Tuesday, August 12, 2025

THEY CHEATED THE TAX BY HIDING INCOME

Filenews 12 August 2025 - by Eleftheria Paizanou



 There are incomes of professionals in certain professional categories that are considered high-risk and do not declare them to the Tax Department.

Complaints of possible tax evasion are made to the Audit Service and forwarded to the tax authorities for examination. At the center of the inspections were, among others, a company providing beauty services, kindergartens, investment companies and natural persons. The complaints concerned tax evasion but there were also allegations of money laundering.

The Tax Department proceeded with the criminal prosecution of taxpayers. Among other things, the complaints made concerned:

– In 2023, there were complaints against a specific person (Beauty Service Provider) for possible tax evasion. In February 2025, the Commissioner of Taxation informed the Audit Service that the examination resulted in taxes due in the amount of €30,959 for income tax, €1,215 for extraordinary defence contribution, €3,586 for the GHS and €5,758 for interest and charges for the years 2018-2022.

– In 2024, there were allegations of tax fraud, tax evasion and money laundering, with the participation of three Cypriot companies, through the purchase and sale of shares in 2012 and 2013. The investigation identified purchases and sales of shares in a very short period of time, which raise questions as to whether they are actual transactions between third parties based on the principle of commercial transactions or whether they are transactions between related persons of an interest-free lending type and/or there is an issue of additional taxes or fictitious amounts that may be related to issues subject to the Money Laundering Law. The Tax Department did not identify payments for stamp duties related to stocks from these companies.

The Audit Service has called on the Tax Department to investigate the issue of sales/transfer of shares of these companies and, where necessary, to impose taxes and stamp duty, in accordance with the legislation and, if necessary, to inform MOKAS.

– A company was deleted that had debts of €14 million VAT. It is the Blue Ocean company of tycoon Roman Abramovich. The issue is under the microscope of the parliamentary Control Committee.

– Allegations were filed with the Audit Service against a specific person, for possible tax evasion. Upon completion of the audits of the Tax Department, taxes due amounted to a total of €69,233, while the examination for direct tax purposes has not been completed.

– The Audit Service received a complaint against an investment company for money laundering. During the audits, the Tax Department found that this company has dividends from its subsidiary as its main income and claims administrative expenses that are not justified due to its activities. The competent department limited these expenses and imposed an additional tax until the year 2020, amounting to €41,792.

– Complaint about a specific property, worth €3-€3.5 million, which was sold by an individual to a group of companies but valued at €1 million. The complaint was sifted through by the Tax Department, which imposed an additional tax of €30,700 on one company.
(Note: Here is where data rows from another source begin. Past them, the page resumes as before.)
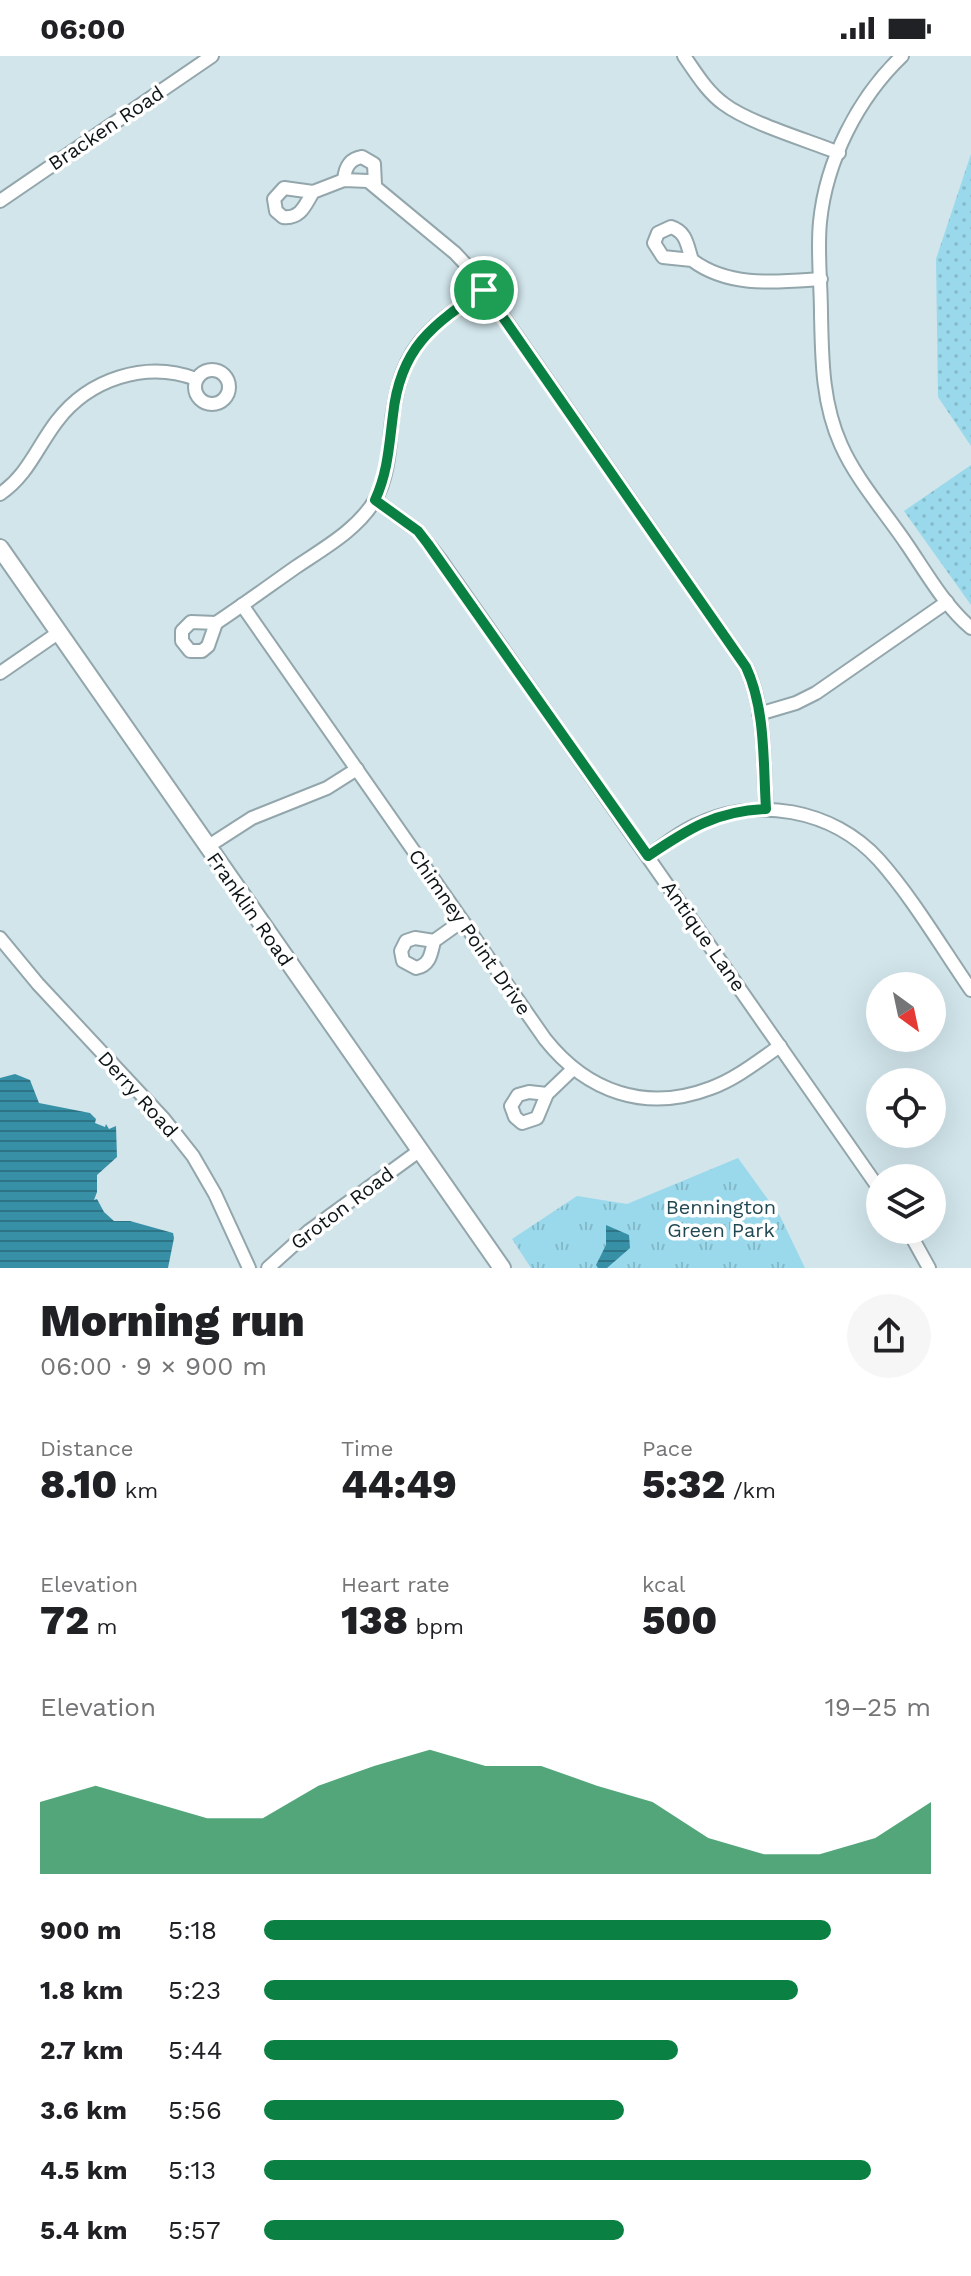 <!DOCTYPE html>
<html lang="en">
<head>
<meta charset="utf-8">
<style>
	body { margin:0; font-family:"Work Sans",sans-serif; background:#f6f6f6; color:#202124; height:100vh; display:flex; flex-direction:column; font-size:30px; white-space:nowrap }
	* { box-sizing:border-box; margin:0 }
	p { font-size:26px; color:#757577 }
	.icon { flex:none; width:44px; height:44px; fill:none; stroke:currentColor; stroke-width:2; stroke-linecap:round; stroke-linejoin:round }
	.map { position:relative; height:1212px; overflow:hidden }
	.sheet { display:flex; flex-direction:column; background:#fff; flex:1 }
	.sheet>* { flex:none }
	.needle { width:52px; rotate:147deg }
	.buttons { position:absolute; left:866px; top:916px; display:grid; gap:16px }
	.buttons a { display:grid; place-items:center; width:80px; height:80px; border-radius:50%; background:#fff; box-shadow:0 8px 32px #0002; font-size:40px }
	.pin { position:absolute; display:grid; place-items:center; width:68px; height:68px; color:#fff; margin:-34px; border:4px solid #fff; border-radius:50%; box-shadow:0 2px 8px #0007 }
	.round { display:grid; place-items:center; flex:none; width:84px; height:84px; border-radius:42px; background:#f6f6f6 }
	.overview { display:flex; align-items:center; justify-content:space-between; height:136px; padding:0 40px }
	h1 { font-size:44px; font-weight:800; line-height:60px }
	.stats { display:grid; grid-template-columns:repeat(3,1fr); gap:12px; height:136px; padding:8px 40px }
	.stats div { display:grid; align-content:center }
	.stats b { font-size:40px; font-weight:800 }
	.stats small { font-size:22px; font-weight:400 }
	.stats p { font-size:22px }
	.chart { height:224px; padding:16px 40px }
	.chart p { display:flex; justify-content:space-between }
	.chart svg { width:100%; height:144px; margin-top:8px; fill:#0b8043; opacity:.7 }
	ul { padding:0 40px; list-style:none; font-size:26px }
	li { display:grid; grid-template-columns:128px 96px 1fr; align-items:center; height:60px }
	li i { height:20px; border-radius:10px; background:#0b8043 }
	.status { display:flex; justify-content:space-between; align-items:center; height:56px; padding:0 40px; background:#fff; direction:ltr }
	.status svg { height:22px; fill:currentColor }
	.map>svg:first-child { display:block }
	.grass { fill:url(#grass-dots) }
	.park { fill:url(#park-tufts) }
	.water { fill:url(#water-rules) }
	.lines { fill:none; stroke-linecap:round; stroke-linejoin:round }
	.minor-casing { stroke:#93a6ab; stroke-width:16 }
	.tertiary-casing { stroke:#93a6ab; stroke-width:20 }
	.minor { stroke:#fff; stroke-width:12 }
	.tertiary { stroke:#fff; stroke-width:16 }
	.route-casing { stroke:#fff; stroke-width:16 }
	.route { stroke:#0b8043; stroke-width:10 }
	.labels { text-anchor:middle; stroke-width:7; stroke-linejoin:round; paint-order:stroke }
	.street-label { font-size:20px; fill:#0d1416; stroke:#fff }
	.park-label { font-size:20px; fill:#214953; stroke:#fff }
</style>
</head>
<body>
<div class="status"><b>06:00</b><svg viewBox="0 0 49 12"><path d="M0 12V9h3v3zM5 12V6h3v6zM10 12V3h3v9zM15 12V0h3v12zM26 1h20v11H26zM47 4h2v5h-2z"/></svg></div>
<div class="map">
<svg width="971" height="1212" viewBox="0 0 971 1212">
	<defs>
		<pattern id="grass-dots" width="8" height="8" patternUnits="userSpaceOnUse" patternTransform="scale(2)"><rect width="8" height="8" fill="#99d9eb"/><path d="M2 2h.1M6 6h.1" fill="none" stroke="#83b9c9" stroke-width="1.8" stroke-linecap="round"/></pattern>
		<pattern id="park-tufts" width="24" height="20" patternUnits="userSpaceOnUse" patternTransform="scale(2)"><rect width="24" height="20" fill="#99d9eb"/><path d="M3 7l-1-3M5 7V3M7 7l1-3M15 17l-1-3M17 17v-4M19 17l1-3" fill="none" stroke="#83b9c9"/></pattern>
		<pattern id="water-rules" width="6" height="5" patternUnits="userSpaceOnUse" patternTransform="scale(2)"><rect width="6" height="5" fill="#3790a6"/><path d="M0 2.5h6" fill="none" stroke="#2d7486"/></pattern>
	</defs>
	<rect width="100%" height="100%" fill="#d1e5eb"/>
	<!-- grass -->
	<g class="grass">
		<path d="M971 98V390L938 341 936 203Z"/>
		<path d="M971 409V549L904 455Z"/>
	</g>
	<!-- park -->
	<path class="park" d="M738 1102 780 1160 805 1212H531L512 1183 577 1140 627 1148Z"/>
	<!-- water -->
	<g class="water">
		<path d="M15 1018 30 1024 39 1047 90 1057 96 1063 95 1067 105 1071 106 1068 109 1073 116 1070 117 1101 97 1119V1136L94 1144 97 1143 104 1156 114 1165H130L173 1177 174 1182 168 1212H0V1022Z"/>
		<path d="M606 1169 629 1179 630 1192 607 1212H598L596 1209 606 1189Z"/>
	</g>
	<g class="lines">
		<!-- minor casing -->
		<g class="minor-casing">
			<g id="minor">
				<path d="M684 0C696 17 707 36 724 48 749 67 807 84 839 97"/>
				<path d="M902 0C858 42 826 105 820 166 817 196 821 227 821 258 822 303 822 347 841 389 857 425 886 457 908 490 927 518 945 550 971 572"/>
				<path d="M344 124C345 112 349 103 362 101L374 108 375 129"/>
				<path d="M313 136C305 149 301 163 283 161L276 155 274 143 284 132 313 136 344 124 368 125 455 197 470 213 746 611C766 653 763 707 766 753"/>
				<path d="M0 145 212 0"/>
				<path d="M692 204 663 201 654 187 658 177 671 171C687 176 687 190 692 204 729 232 777 226 821 223"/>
				<circle cx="212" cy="331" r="17"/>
				<path d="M0 438C28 419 37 391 57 365 89 323 146 304 196 323"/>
				<path d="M375 444 418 475 442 506 880 1134"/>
				<path d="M242 549 545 983C587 1036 646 1057 711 1032 736 1023 758 1005 780 990"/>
				<path d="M191 566 216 567 208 590 202 595H190L182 585V575Z"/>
				<path d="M216 567C243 549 269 530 296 511 324 492 357 474 375 444 387 423 389 397 391 373 399 295 421 276 484 234"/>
				<path d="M0 617 58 577"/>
				<path d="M759 658 796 647 816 637 947 546"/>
				<path d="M207 791 252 762 327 732 357 713"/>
				<path d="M648 800C663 790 677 778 694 770 755 739 833 753 879 804 912 841 942 892 971 934"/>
				<path d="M0 882 38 928 163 1062 193 1100 215 1138 249 1212"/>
				<path d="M434 885C431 898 430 909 416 912L403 905 401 895 406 885 415 882 434 885 462 865"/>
				<path d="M547 1038 529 1036 518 1039 511 1050 515 1061 522 1067 537 1062 547 1038 573 1013"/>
				<path d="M908 1174 929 1212"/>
				<path d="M268 1212 309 1175 419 1095"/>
			</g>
		</g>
		<!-- tertiary casing -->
		<g class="tertiary-casing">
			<path id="tertiary" d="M0 492 502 1212"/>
		</g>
		<!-- minor -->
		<use href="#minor" class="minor"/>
		<!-- tertiary -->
		<use href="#tertiary" class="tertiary"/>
	</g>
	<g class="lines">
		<!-- route casing -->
		<g class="route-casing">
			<path id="route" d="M484 234 746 611C766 654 763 707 766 753 716 755 688 773 648 800L428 488 418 475 375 444C388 416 389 389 393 359 400 292 432 269 484 234Z"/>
		</g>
		<!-- route -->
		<use href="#route" class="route"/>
	</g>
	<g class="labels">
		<!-- street labels -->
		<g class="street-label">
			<text transform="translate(106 72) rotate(-34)" y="7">Bracken Road</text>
			<text transform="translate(250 853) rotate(55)" y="7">Franklin Road</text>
			<text transform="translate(470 876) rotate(55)" y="7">Chimney Point Drive</text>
			<text transform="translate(704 880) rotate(55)" y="7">Antique Lane</text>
			<text transform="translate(138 1038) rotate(48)" y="7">Derry Road</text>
			<text transform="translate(342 1152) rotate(-37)" y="7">Groton Road</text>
		</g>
		<!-- park labels -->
		<g class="park-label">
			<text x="721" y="1158">Bennington<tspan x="721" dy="23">Green Park</tspan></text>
		</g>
	</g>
</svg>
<div class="buttons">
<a><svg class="needle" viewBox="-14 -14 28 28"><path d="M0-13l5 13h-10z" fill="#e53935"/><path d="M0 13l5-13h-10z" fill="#757577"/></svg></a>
<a><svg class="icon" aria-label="locate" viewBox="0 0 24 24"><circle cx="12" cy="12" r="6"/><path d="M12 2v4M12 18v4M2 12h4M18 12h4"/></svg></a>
<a><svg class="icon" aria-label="layers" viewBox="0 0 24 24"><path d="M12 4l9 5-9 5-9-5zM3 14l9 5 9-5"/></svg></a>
</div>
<div class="pin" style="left:484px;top:234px;background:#1e9e55"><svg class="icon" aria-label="arrive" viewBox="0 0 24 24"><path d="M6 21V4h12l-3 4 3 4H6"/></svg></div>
</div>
<section class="sheet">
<div class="overview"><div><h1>Morning run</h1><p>06:00 · 9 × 900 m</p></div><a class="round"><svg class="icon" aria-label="share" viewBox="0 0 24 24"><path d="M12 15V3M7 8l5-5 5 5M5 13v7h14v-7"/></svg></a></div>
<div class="stats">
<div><p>Distance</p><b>8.10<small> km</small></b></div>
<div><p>Time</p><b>44:49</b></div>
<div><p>Pace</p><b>5:32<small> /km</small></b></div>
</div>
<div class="stats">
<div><p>Elevation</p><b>72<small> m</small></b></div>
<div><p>Heart rate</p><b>138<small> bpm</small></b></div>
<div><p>kcal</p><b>500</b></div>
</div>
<div class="chart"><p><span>Elevation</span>19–25 m</p>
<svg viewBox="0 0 160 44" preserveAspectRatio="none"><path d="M0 44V22L10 17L20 22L30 27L40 27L50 17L60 11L70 6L80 11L90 11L100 17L110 22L120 33L130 38L140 38L150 33L160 22V44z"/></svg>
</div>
<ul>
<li><b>900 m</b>5:18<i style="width:85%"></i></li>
<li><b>1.8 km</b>5:23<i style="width:80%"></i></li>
<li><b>2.7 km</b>5:44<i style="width:62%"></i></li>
<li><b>3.6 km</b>5:56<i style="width:54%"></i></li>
<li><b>4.5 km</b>5:13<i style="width:91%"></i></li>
<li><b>5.4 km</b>5:57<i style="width:54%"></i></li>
</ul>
</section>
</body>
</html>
– Complaint about tax evasion by a specific person. During the audits of the competent department, undeclared income from rent collections for the years 2015-2019 had been identified, totalling 35,130 sterling, for which it proceeded to issue taxes.

– Imposition of an additional tax of €37,218 on taxpayers who did not declare the income they had from rents.

– VAT tax certificate of €28,717 against a company, for non-issuance of a receipt for rapid test.

On the wall for sanctions

The Audit Office is putting up the Tax Department, through its latest report, in relation to the tax investigation of companies included in the U.S. sanctions list. These companies are based in Cyprus.

From the tax investigation of the Audit Service, various issues were identified, which were forwarded to the competent department in January last year. It is noted in the report that there was no in-depth and/or no tax investigation, while for a number of years taxes were imposed without any adjustment of taxable income and without control by the Department.

Also, cases were observed when the turnover declared to VAT was significantly higher (over 15%) than the turnover declared to the Department for income tax purposes, or turnover was not declared to the Department or relevant income declarations were not submitted, resulting in a potential loss of revenue for the state.

In October 2024, the Department informed the Audit Service that a specific company proceeded to limit expenses by imposing revised taxes for the years 2018-2021, with additional taxes of €57,870, collected by the Department.

Another company has terminated its activities since 2022 and was deleted from the VAT Register, while for other companies data were requested and/or are being examined.